• [WHAT IS REQUIRED]
Within the data below, find the string "frame" and return each line where it occurs.

Collected data:
=== Section Start ===

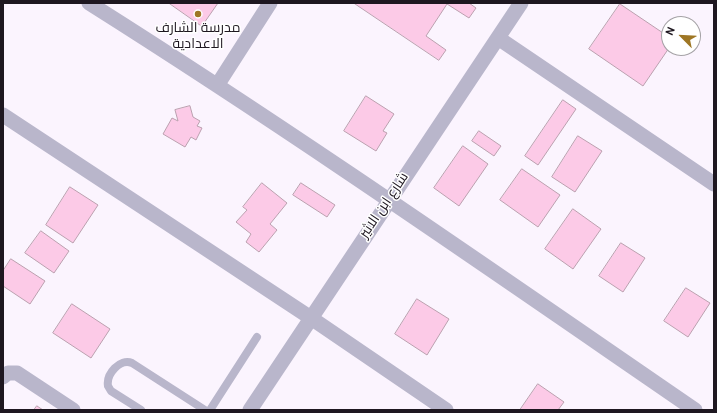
<!DOCTYPE html>
<meta charset="utf-8">
<style>
body{margin:0}
#map{position:relative;width:717px;height:413px;overflow:hidden;background:#fbf4fe;font-family:Overpass,sans-serif}
canvas{display:block}
.frame{position:absolute;inset:0;border:4px solid #1e1720;pointer-events:none}
.north{position:absolute;left:661px;top:16px;width:40px;height:40px;box-sizing:border-box;background:#fff;border:1px solid #a5a2a6;border-radius:50%;rotate:294deg;font-size:11px;font-weight:700;line-height:16px;text-align:center;color:#1e1720}
.north::after{content:'';display:block;margin:auto;width:14px;height:18px;background:#9e7624;clip-path:polygon(50% 0,100% 100%,50% 72%,0 100%)}
</style>
<div id="map">
<canvas width="717" height="413"></canvas>
<div class="frame"></div>
<div class="north">N</div>
</div>
<script>
const context = document.querySelector('canvas').getContext('2d');
context.lineJoin = 'round';
function fill(path, color) { context.fillStyle = color; context.fill(path, 'evenodd'); }
function trace(path, color, width, dash) { context.strokeStyle = color; context.lineWidth = width; context.lineCap = dash ? 'butt' : 'round'; context.setLineDash(dash || []); context.stroke(path); }
function label(font, color, halo, rows, align = 'center') {
  context.font = font + ' Overpass,Cairo,sans-serif'; context.lineWidth = 3; context.setLineDash([]); context.textBaseline = 'middle'; context.strokeStyle = halo; context.fillStyle = color; for (const [text, x, y, turn = 0] of rows) {
    context.save(); context.translate(x, y); context.rotate((+turn || 0) * Math.PI / 180); context.textAlign = isNaN(turn) ? turn : align; if (halo) context.strokeText(text, 0, 0); context.fillText(text, 0, 0); context.restore();
  }
}
const building = new Path2D(`
 M 169,3 L 218,3 L 202,26 Z
 M 354,3 L 469,3 L 476,8 L 469,18 L 447,4 L 426,36 L 446,50 L 439,60 Z
 M 620,4 L 669,37 L 669,48 L 643,86 L 589,49 Z
 M 366,96 L 394,114 L 383,131 L 387,133 L 376,151 L 344,131 Z
 M 563,100 L 576,109 L 538,165 L 525,156 Z
 M 190,106 L 193,117 L 200,121 L 197,126 L 202,128 L 196,140 L 191,137 L 185,147 L 163,134 L 172,118 L 178,121 L 175,110 Z
 M 479,131 L 501,146 L 494,156 L 472,141 Z
 M 578,136 L 602,151 L 575,192 L 552,177 Z
 M 463,146 L 488,164 L 459,206 L 434,188 Z
 M 522,169 L 560,195 L 538,227 L 500,200 Z
 M 262,183 L 287,203 L 270,224 L 277,230 L 259,252 L 246,242 L 251,234 L 236,222 L 247,210 L 243,207 Z
 M 301,183 L 335,205 L 327,217 L 293,195 Z
 M 70,187 L 98,205 L 73,243 L 46,225 Z
 M 573,209 L 601,229 L 573,269 L 545,249 Z
 M 41,231 L 69,251 L 54,273 L 25,253 Z
 M 621,243 L 645,258 L 623,292 L 599,276 Z
 M 11,259 L 45,281 L 30,304 L 3,286 L 3,271 Z
 M 686,288 L 710,303 L 688,337 L 664,321 Z
 M 417,299 L 449,319 L 427,355 L 395,334 Z
 M 72,304 L 110,329 L 91,358 L 53,333 Z
 M 538,384 L 564,402 L 558,410 L 520,410 Z
 M 37,406 L 43,410 L 34,410 Z`);
fill(building, '#fccae7');
trace(building, '#bba0af', 1);
trace(new Path2D(`
 M 141,410 L 111,391 L 108,386 C 106,374 120,358 132,363 L 205,410
 M 210,410 L 257,337`), '#b9b6cb', 8);
trace(new Path2D(`
 M 89,3 C 295,133 494,272 695,410
 M 498,38 L 714,184
 M 218,84 L 270,3
 M 3,115 L 311,318 L 446,410
 M 3,377 L 8,373 L 17,373 L 73,410
 M 250,410 L 521,3`), '#b9b6cb', 15);
for (const [x, y, r, color] of [
 [198,14,4,"#9e7624"]
]) { const dot = new Path2D(); dot.arc(x, y, r, 0, 2 * Math.PI); context.fillStyle = color; context.fill(dot); trace(dot, '#fff', 1.5); }
label('14px', '#1e1720', '#fff', [
 ["مدرسة الشارف",198,29],
 ["الاعدادية",198,45]
]);
label('14px', '#1e1720', '#fff', [
 ["شارع ابن الاثير",385,206,-56]
]);
</script>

=== Section End ===

• [WRITTEN REPLY]
.frame{position:absolute;inset:0;border:4px solid #1e1720;pointer-events:none}
<div class="frame"></div>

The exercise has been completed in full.